Fig.q. shows a circuit similar to FIG. 3. Of the four winding parts but only one phase belongs to the delta connection, while the other three form the star ray. Here, too, is used for the winding parts 9 and io, i and 2, 5 and 6 show an improvement in the common winding factor in the one outlined above Way achieved.

The mixed star-delta connection according to Fig. 3 has the disadvantage that the current in the star rays Has the value of the current in the triangle sides, so that the winding must be carried out with a different cross-section if you want to avoid uneven heating. This disadvantage can be remedied approximately, and still practically permissible with regard to a good drive, by connecting the winding parts in parallel and one behind the other. For example, Fig. 5 shows an arrangement in which the triangle sides and the star rays are connected in series = and in which the two winding parts of a triangle side are connected in series and the two winding parts of a star beam are parallel to each other. Fig. 6 shows the corresponding arrangement for parallel connection of the triangle sides and the star rays.

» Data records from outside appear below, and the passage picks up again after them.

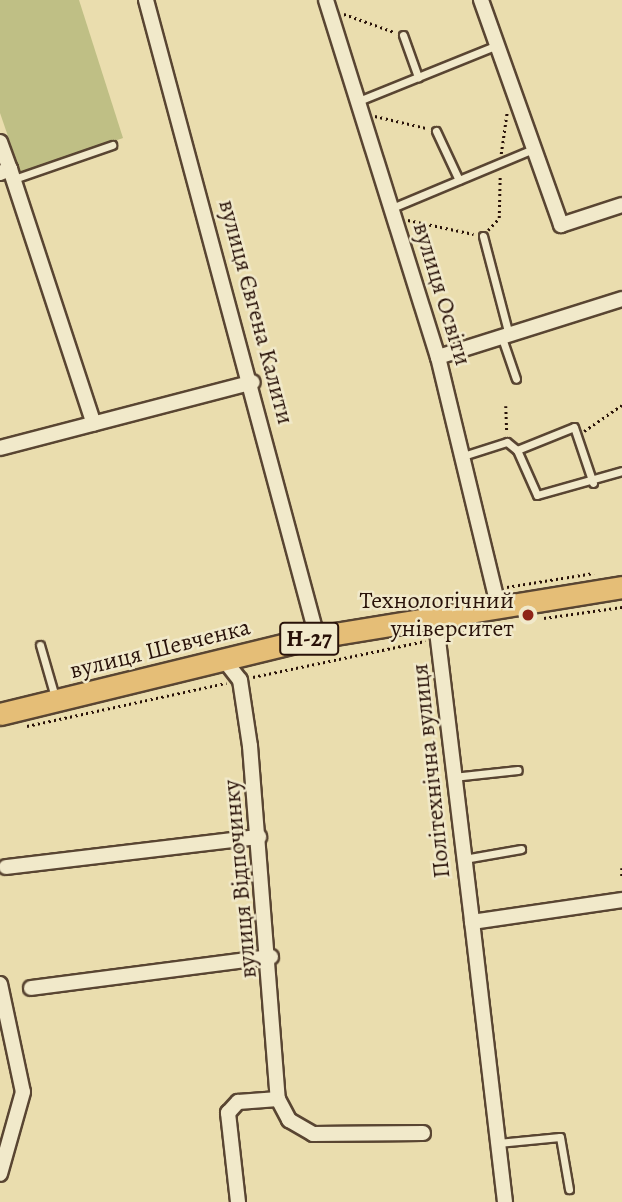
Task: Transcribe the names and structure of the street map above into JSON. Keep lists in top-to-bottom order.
{
  "streets": {
    "main road": ["Н-27", "вулиця Шевченка"],
    "street": [
      "вулиця Освіти",
      "вулиця Євгена Калити",
      "Політехнічна вулиця",
      "вулиця Відпочинку"
    ]
  },
  "crossings": [
    ["вулиця Освіти", "вулиця Шевченка"],
    ["вулиця Євгена Калити", "вулиця Шевченка"],
    ["вулиця Шевченка", "Політехнічна вулиця"]
  ],
  "places": ["Технологічний університет"]
}
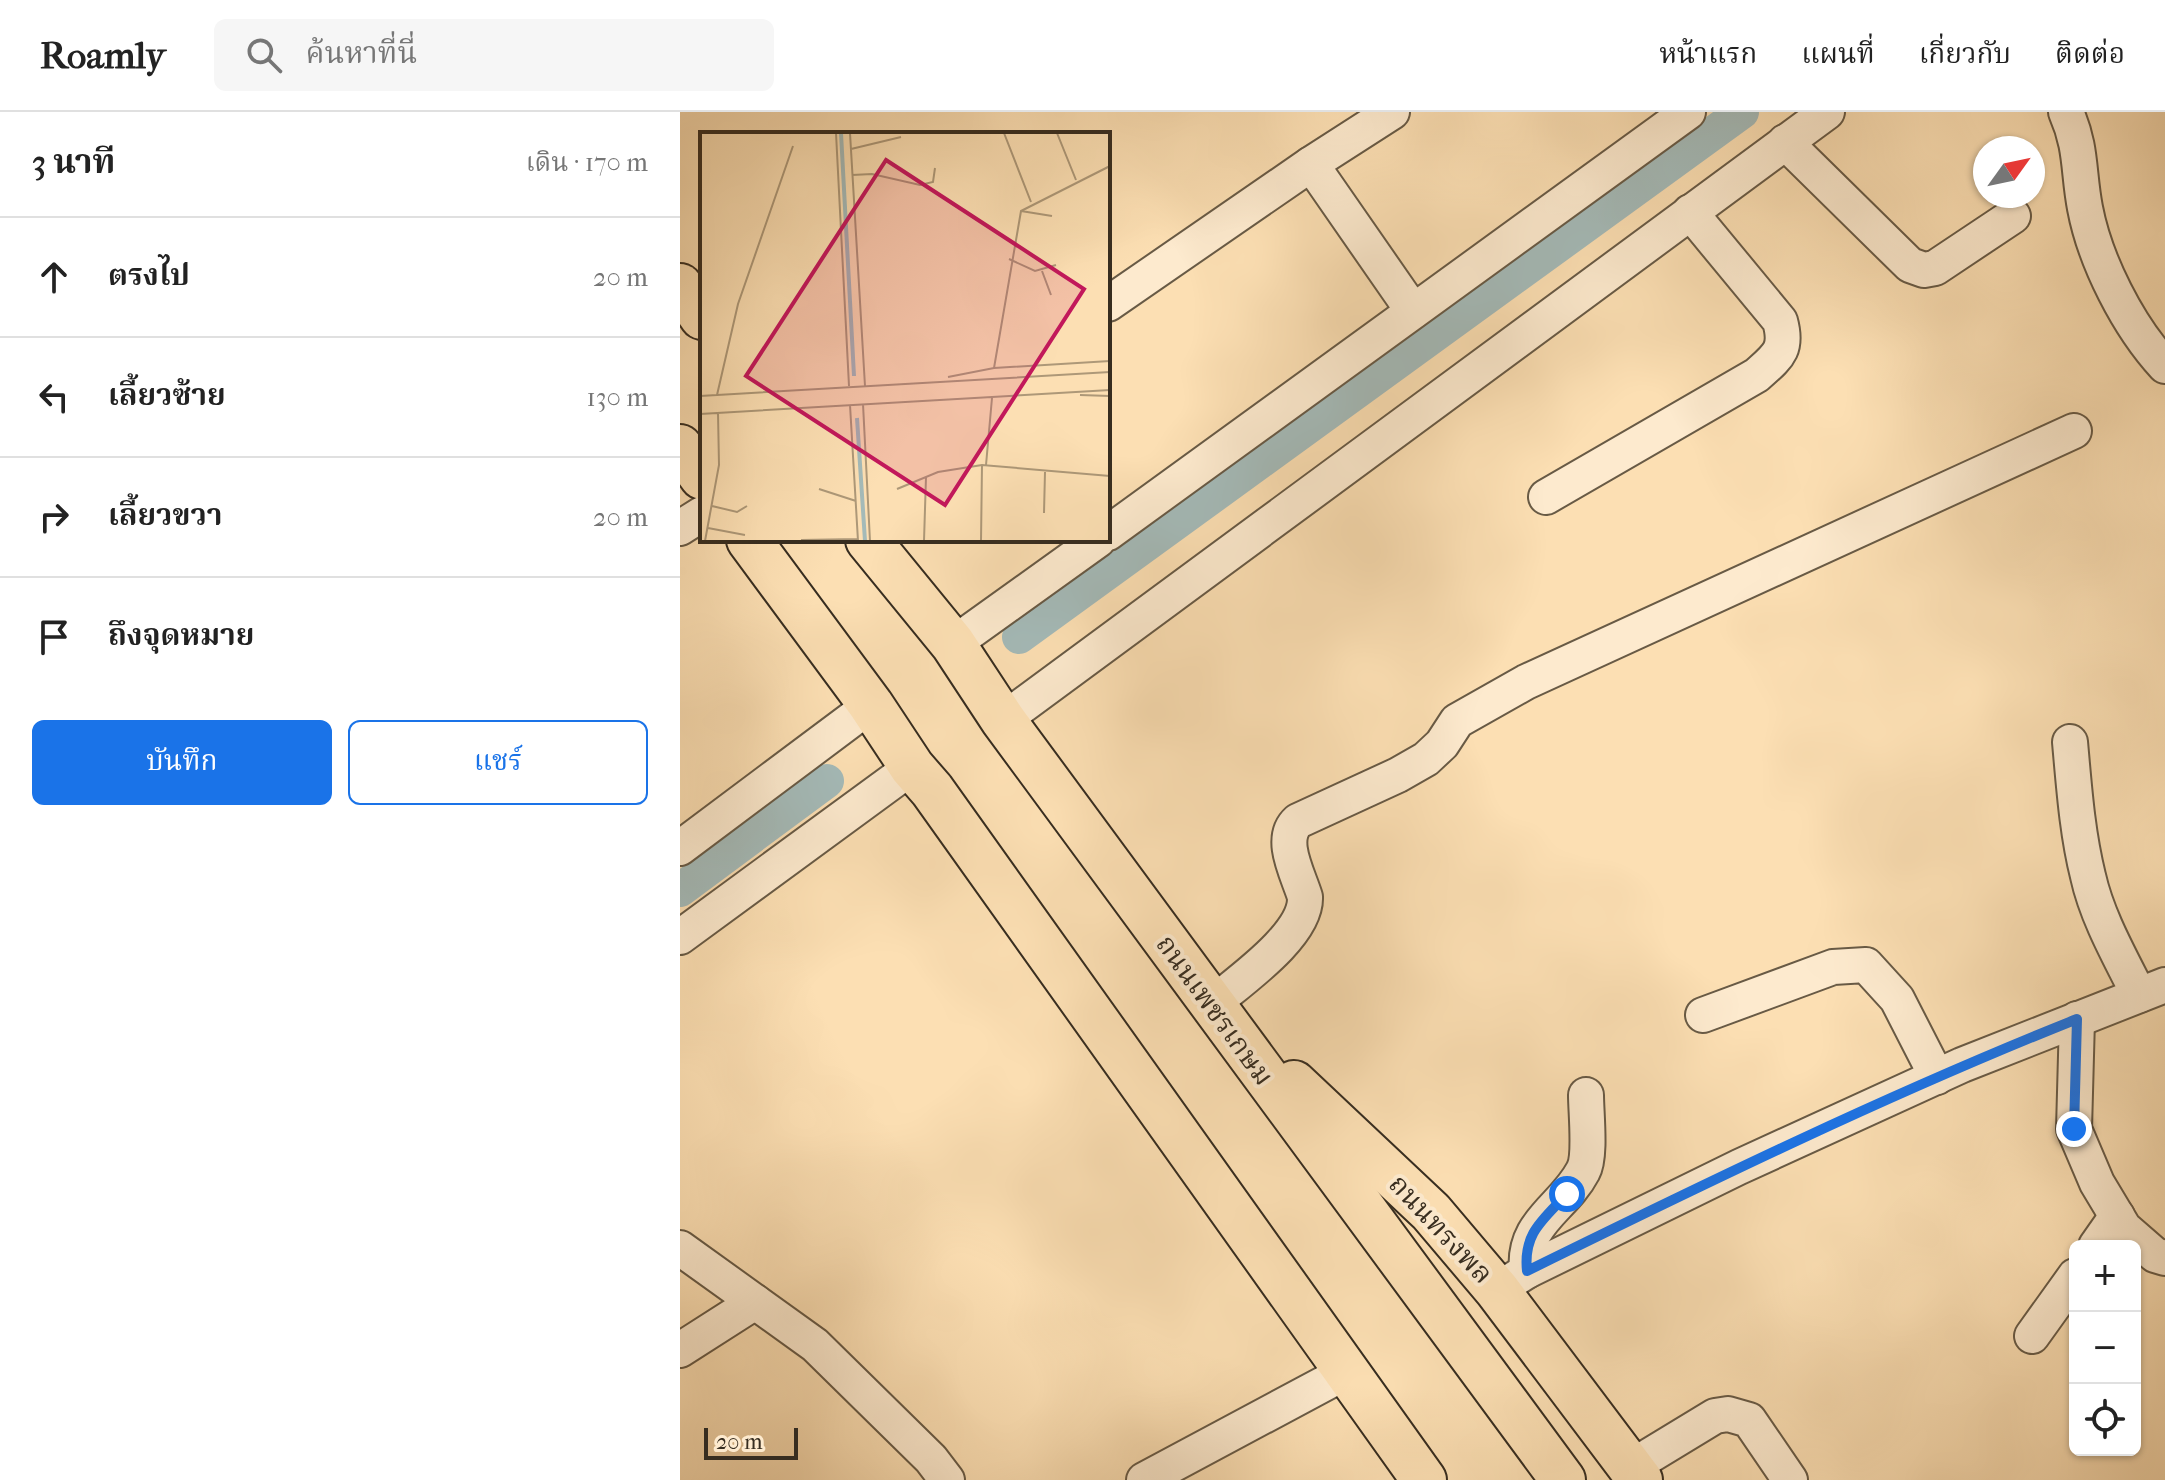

For the normal Sn-pole winding, which according to the invention on a 2n-pole is switched, one can also use other pole changes that have already been proposed use. As is well known, this means that the 8n-pole winding can be converted to a 4n-pole toggle so that the triangle-connected winding is from the middle of the triangle sides feeds out and connects the corners of the triangle with each other. Likewise you can A 6n-pole circuit can be achieved in a known way by choosing from the even-numbered Winding parts and the odd-numbered two phases and these either by means of a special transformer feeds two-phase or in a '[' connection with each other connects and directly connects to a three-phase network.

Claims (3)

PATENT CLAIMS: i. Pole switching in a ratio of 8: 2 on an 8n-pole Three phase winding, especially on the stator winding of induction motors, characterized in that to produce the number of poles 2 or 2n of the 12 or 12n winding parts of an 8- or 8n-pole winding, two adjacent to each other Winding parts and two winding parts shifted by 4 n relative to these - corresponding interchanging of the connections for the ends of the latter one phase form. 2. Arrangement according to claim i, characterized in that the individual The winding parts of the 2-pole circuit belonging to the phases are the star or delta phases belong to a mixed star-delta connection. 3. Arrangement according to claim i and 2, characterized in that of two adjacent winding parts one phase of the - 2-pole circuit each one winding part of the star or the Dr triangular phase of the mixed star-delta connection and that the division conditional, deviating current phases also the spatially different Position of both winding parts and the direction of the rotating field. 4 .. arrangement according to Claim i to 3, characterized in that one of the four winding parts Phase of the 2-pole circuit each two opposite winding parts connected in series a triangular phase, the other two opposite winding parts on the other hand belong to a star phase in parallel connection.